Credit/debt has been used as smoke and mirrors to create the illusion of increased wealth ie. house prices. Todays debt model only serves to circumvent the reality that the only real increases in wealth come through increased productivity and I mean productivity for things we really need like raw resources and value added work to the physical network we all rely on to get through day to day life...things like trades, healthcare etc.

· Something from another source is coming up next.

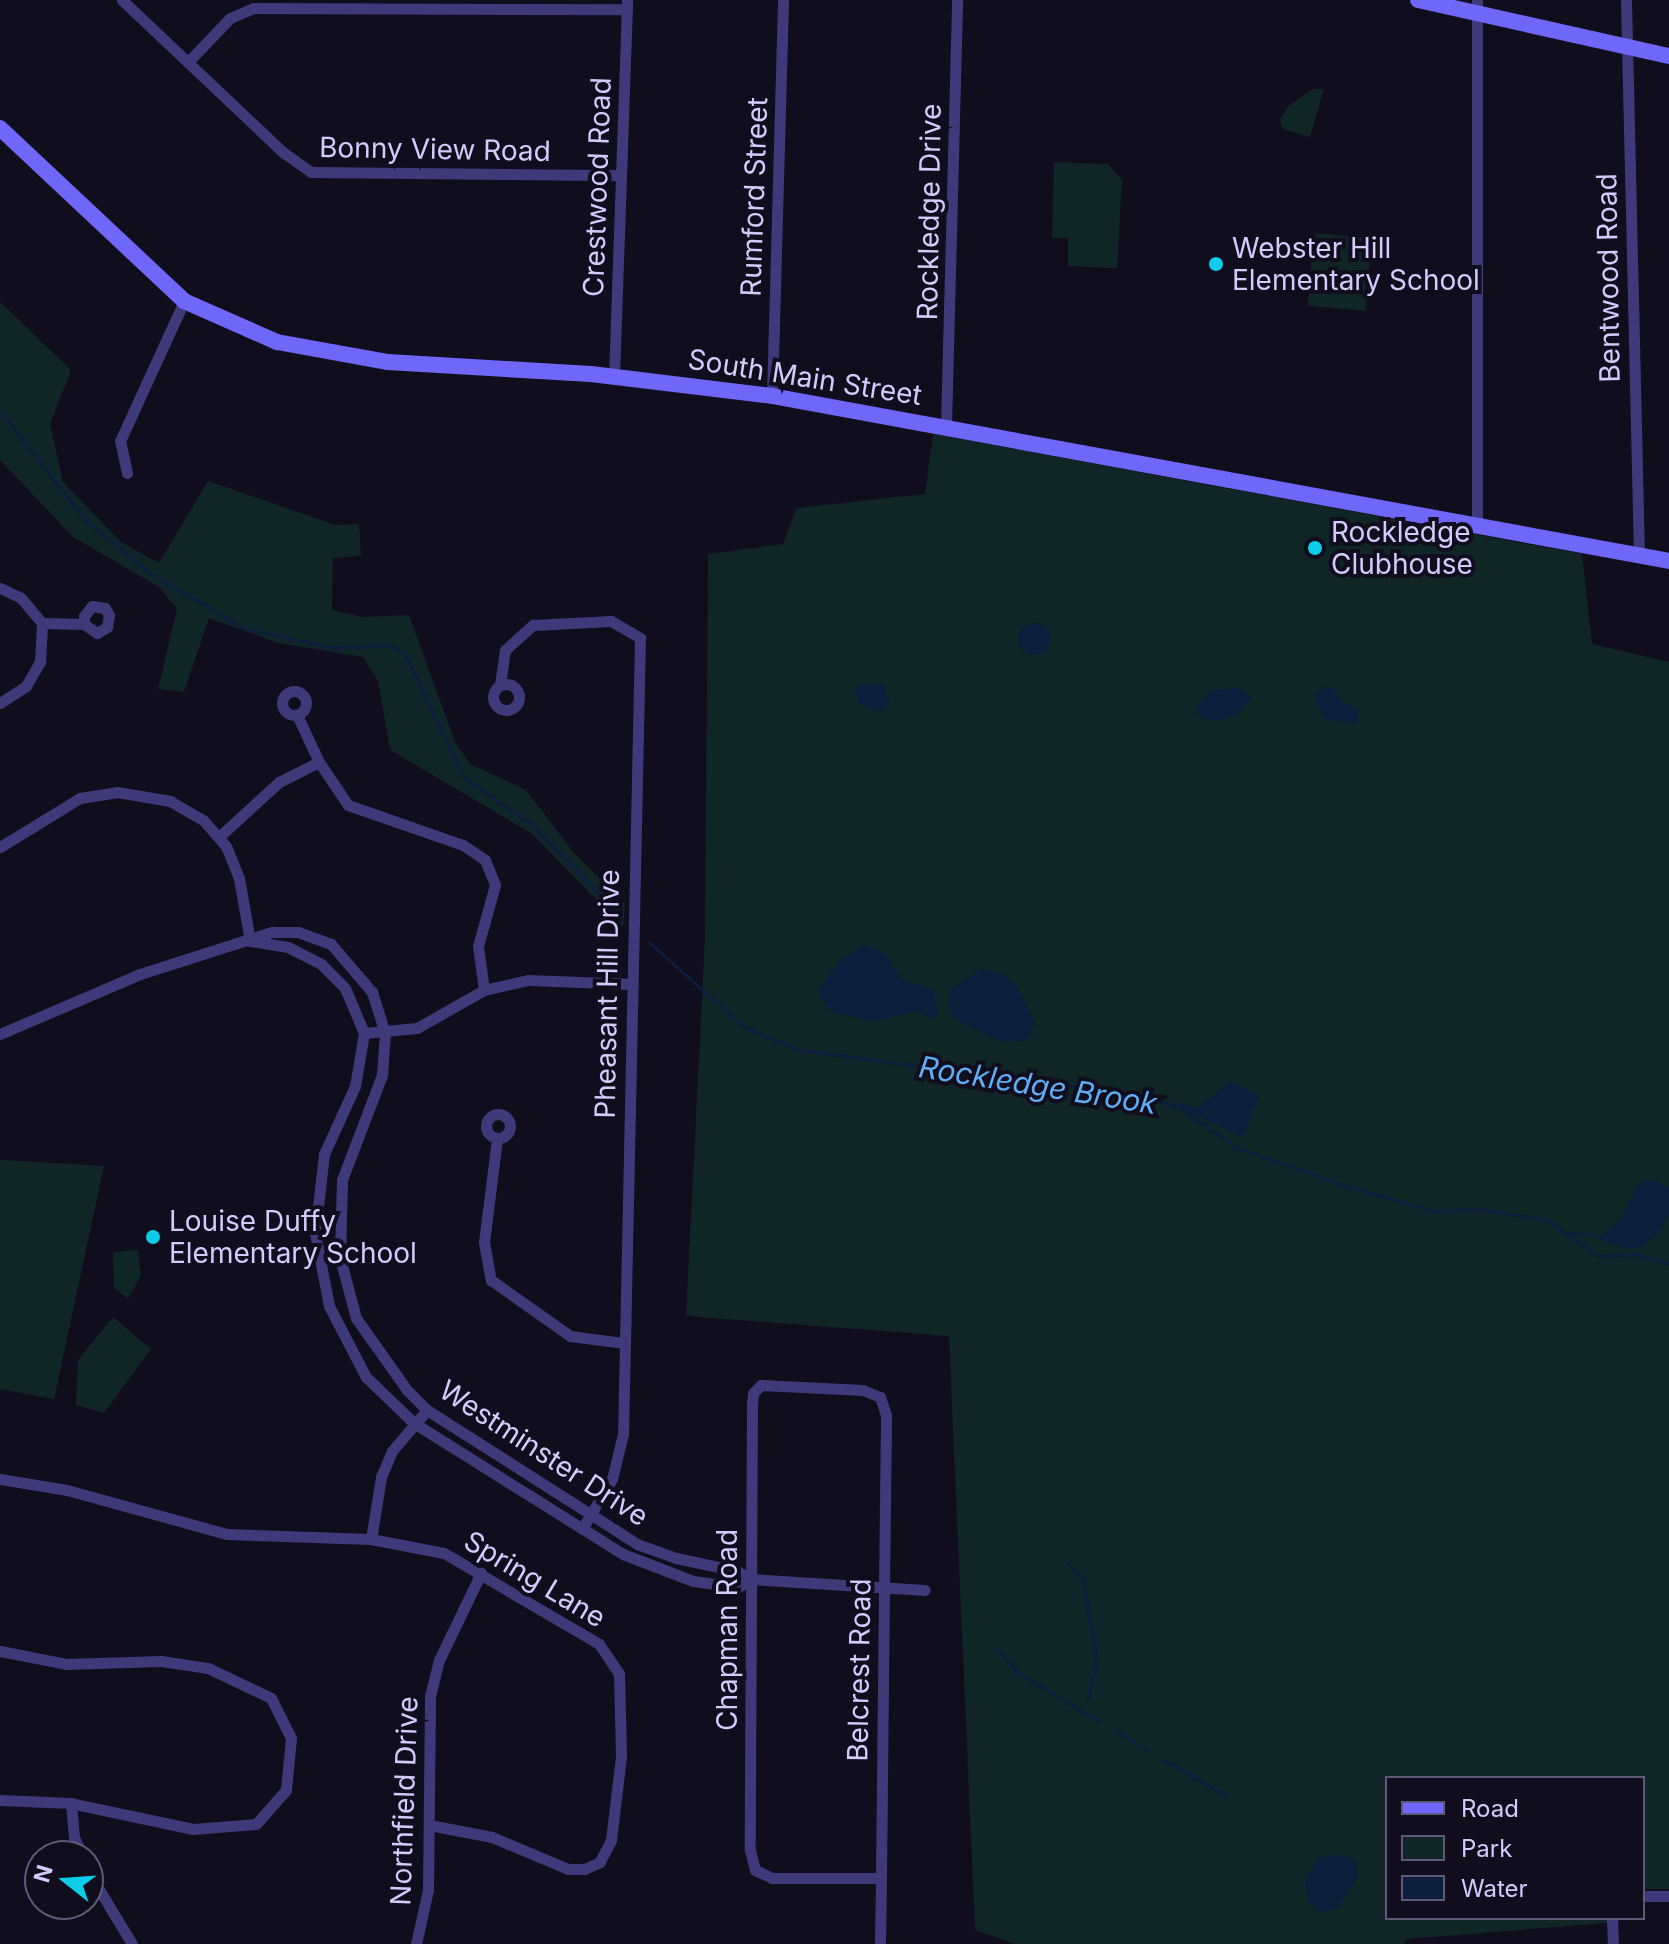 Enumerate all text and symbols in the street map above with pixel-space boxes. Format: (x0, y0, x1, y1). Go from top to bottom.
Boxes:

I'm not talking about money printing by way of issuing ever more debt nor derivatives trading or other casino like BS that the financial system has developed as a way to generate income for themselves without really doing anything to effectively increase productivity numbers for the nation. Bankers and the like have been masters at developing ways to strip off wealth for themselves whilst adding virtually no real value to society other than the façade of early retirement etc. (a totally impossible notion for the masses as you simply can't have a large portion of the population supported by a few...regardless of age or how much money it looks like they have in the bank. Its just a physical impossibility at some point).

Effectively most of the financial marketers are parasites...parasites that run gov't, make the rules and market themselves as utterly essential when they are completely the opposite. They are serving to drive false bubbles with there debt shell games and thereby destabilizing our nations all so they can make big dollars for effectively doing nothing but spinning the money of those that have actually contributed to REAL productivity.

Will there be pain in returning back to a model where wealth increases only as a result of real productivity improvements...absolutely specially for Bankers and the like. That doesn't change the facts though. A house that increases in value due to ever loosening debt rules is NOT a wealth increase at all but purely a facade. A house that increases in value because everyone is producing more thus making more money for bigger down payments ...now that is a REAL wealth increase. Most people don't have a clue about how debt is money printing and only serves to devalue your hard earned cash. Most just eat the banks "debt is good" line hook line and sinker. Ultimately people hear what they want to hear. An extra 0 on the end of their house estimate is all they see. The prospect of easy wealth is eagerly embraced without question even though it ain't real.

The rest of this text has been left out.